AI Article Synopsis

  • - The study explored how different levels of flaxseed-derived diglyceride-based high internal phase Pickering emulsions (HIPPE) affect the properties of myofibrillar protein (MP) gels, particularly focusing on rheology and physicochemical aspects.
  • - Results showed that increasing HIPPE levels led to higher whiteness in the gels but reduced their water-holding capacity; specific interactions among protein levels changed with different HIPPE concentrations, influencing gel structure.
  • - The findings suggest that incorporating these HIPPEs, especially at lower levels, could improve the texture and nutritional profile of meat products, potentially serving as healthier fat alternatives.

Article Abstract

The study aimed to investigate the influence of flaxseed-derived diglyceride-based high internal phase Pickering emulsions (HIPPE) at different levels (0%, 10%, 20%, 30%, 40%, and 50%) on the rheological and physicochemical properties of myofibrillar protein (MPs) gels.
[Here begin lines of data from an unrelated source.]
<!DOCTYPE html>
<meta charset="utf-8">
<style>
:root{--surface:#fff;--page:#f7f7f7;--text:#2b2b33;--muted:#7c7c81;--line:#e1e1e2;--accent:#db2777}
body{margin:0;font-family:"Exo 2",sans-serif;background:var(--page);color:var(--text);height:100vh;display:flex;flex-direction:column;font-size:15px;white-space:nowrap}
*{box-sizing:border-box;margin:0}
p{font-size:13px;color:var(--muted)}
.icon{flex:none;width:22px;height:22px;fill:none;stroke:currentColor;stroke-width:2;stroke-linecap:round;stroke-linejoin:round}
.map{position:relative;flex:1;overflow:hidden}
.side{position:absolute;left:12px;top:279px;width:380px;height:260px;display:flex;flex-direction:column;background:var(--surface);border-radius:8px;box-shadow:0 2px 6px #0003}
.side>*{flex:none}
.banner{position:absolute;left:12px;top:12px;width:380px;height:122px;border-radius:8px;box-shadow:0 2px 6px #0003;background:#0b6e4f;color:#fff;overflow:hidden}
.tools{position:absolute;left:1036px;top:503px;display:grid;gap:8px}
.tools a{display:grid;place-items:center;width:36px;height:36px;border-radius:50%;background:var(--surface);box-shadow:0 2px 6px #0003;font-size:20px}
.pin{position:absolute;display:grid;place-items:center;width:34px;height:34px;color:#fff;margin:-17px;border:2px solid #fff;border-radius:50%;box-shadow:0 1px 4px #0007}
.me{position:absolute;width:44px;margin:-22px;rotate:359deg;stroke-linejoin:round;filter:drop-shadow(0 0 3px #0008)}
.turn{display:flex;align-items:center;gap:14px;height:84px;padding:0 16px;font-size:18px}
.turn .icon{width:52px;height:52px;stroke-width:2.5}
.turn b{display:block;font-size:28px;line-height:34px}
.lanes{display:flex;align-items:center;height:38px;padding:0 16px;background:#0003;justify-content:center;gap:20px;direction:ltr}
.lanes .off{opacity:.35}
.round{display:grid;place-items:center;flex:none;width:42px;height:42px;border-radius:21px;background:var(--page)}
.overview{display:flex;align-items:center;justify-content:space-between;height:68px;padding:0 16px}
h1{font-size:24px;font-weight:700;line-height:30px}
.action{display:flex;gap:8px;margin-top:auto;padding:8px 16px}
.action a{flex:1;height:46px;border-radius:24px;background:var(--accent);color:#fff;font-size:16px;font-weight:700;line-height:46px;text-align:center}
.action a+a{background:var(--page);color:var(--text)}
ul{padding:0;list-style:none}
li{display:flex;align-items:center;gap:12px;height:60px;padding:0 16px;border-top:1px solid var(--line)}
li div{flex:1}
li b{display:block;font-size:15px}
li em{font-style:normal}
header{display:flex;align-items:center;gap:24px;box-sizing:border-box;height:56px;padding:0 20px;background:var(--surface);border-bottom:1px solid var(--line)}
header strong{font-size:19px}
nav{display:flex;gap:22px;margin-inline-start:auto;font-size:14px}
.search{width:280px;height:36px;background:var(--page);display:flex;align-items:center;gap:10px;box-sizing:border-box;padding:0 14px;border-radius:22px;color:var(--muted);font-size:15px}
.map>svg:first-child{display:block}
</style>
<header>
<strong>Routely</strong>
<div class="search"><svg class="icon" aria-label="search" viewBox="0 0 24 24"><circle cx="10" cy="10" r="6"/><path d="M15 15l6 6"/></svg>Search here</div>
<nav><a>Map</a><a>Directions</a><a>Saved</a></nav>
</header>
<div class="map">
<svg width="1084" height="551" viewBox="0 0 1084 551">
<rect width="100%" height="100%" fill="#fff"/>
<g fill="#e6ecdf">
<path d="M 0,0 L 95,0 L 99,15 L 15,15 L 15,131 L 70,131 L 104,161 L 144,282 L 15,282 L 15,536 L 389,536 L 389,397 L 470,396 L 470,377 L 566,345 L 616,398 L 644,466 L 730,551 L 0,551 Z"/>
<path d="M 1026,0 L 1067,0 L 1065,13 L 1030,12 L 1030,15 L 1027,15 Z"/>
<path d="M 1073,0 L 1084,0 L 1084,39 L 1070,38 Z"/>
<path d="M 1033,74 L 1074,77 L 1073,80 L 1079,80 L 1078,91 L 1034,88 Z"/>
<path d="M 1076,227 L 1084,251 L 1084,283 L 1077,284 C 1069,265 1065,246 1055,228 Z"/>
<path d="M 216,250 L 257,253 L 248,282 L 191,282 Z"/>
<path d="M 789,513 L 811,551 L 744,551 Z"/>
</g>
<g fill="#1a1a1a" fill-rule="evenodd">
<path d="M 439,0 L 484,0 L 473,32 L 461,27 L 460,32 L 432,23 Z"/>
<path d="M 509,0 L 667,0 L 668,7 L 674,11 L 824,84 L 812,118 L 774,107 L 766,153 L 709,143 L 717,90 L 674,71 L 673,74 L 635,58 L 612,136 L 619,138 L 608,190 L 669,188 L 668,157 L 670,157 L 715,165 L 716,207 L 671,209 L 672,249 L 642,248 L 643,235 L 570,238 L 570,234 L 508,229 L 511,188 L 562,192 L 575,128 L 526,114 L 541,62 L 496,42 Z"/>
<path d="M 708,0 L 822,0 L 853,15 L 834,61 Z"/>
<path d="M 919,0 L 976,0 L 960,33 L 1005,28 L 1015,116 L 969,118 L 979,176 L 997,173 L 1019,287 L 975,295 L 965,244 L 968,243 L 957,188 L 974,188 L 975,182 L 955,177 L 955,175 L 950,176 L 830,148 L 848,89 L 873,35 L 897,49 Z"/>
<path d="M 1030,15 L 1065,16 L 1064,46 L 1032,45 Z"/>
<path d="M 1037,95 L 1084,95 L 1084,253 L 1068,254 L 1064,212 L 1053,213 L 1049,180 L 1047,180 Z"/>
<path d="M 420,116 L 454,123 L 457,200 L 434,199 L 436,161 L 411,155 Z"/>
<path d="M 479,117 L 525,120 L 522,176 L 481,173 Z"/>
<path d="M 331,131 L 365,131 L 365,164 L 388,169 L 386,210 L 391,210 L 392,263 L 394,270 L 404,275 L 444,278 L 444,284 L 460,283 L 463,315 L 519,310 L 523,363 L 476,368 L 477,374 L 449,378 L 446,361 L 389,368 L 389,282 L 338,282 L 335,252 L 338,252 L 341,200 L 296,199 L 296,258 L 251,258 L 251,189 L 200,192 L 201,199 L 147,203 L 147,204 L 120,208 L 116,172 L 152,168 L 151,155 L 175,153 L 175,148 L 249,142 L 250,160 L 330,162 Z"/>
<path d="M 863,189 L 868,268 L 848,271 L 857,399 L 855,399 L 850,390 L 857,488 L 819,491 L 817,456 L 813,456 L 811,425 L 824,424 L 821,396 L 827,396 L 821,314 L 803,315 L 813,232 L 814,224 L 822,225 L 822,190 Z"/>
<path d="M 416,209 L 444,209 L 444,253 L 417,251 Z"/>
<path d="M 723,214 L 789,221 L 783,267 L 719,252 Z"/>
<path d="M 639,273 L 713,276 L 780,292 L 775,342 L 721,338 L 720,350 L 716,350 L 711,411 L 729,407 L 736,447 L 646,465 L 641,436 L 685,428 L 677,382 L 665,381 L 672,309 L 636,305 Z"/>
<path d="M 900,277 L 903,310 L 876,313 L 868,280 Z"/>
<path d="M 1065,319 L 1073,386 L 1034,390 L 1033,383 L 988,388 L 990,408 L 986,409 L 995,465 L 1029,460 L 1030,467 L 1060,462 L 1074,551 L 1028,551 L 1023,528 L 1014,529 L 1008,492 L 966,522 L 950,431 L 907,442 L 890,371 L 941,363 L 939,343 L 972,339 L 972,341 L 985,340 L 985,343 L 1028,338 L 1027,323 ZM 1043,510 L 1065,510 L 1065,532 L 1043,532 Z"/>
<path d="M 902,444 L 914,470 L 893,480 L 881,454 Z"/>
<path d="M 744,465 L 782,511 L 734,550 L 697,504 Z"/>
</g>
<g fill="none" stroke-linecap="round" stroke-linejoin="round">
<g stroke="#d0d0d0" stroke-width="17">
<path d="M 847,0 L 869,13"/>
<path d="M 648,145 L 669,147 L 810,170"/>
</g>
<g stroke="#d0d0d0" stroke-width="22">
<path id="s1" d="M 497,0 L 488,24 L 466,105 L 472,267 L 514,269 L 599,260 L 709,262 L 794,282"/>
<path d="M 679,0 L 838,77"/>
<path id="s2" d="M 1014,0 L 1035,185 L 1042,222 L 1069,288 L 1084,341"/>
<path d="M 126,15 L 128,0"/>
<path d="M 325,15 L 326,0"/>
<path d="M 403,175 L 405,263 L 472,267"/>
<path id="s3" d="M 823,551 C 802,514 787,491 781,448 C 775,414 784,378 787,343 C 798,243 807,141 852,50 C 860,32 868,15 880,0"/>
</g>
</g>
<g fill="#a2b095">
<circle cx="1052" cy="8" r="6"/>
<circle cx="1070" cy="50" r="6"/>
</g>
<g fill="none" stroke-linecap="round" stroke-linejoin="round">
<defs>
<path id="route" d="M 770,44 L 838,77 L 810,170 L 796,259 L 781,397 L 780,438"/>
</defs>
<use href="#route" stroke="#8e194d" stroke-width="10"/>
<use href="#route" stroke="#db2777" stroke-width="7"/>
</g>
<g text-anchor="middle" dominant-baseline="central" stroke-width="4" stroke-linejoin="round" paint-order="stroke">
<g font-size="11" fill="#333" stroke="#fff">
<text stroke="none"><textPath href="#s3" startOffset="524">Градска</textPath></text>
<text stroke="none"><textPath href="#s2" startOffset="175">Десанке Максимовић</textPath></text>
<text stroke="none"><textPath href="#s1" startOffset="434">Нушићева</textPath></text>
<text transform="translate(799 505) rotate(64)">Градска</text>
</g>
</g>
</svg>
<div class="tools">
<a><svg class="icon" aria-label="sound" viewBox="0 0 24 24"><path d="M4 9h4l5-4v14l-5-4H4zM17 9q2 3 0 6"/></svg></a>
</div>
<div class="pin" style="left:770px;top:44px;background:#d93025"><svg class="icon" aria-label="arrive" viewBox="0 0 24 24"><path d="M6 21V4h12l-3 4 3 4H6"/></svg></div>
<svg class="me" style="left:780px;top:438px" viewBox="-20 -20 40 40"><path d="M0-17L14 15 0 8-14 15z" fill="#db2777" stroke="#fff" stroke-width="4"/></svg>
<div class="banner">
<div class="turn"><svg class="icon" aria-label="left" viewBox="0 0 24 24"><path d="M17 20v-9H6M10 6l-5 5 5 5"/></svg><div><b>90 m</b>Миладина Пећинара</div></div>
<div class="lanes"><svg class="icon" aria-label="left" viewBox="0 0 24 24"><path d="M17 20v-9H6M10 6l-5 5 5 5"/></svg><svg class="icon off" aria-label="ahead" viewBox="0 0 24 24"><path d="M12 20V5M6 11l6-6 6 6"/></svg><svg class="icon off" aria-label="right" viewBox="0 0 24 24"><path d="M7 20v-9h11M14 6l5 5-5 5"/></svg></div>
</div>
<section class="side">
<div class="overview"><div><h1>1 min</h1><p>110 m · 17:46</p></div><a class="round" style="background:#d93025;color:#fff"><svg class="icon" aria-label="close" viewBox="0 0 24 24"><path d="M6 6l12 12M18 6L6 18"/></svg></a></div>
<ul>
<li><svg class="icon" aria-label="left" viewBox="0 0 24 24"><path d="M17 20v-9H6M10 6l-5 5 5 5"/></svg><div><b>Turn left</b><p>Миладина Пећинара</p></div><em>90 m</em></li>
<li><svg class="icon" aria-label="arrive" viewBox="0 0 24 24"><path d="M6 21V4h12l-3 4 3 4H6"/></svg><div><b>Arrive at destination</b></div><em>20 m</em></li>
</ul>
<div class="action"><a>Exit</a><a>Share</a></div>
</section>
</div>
The study indicated that with increasing HIPPE levels, there was a significant increase in whiteness while a decrease in water-holding capacity. The gels with 10% HIPPE levels had higher ionic bonds, while those with 40% and 50% HIPPE levels showed higher hydrogen bonds. By increasing HIPPE levels in the formation of MP gels, the T relaxation time was found to decrease. Additionally, in all MP gels, G' values were significantly higher than G" values over time. Adding lower contents of HIPPE levels resulted in a more compact microstructure. These findings indicate that flaxseed-derived diglyceride-based HIPPEs could be utilized as fat substitutes in meat products to enhance their nutritional quality.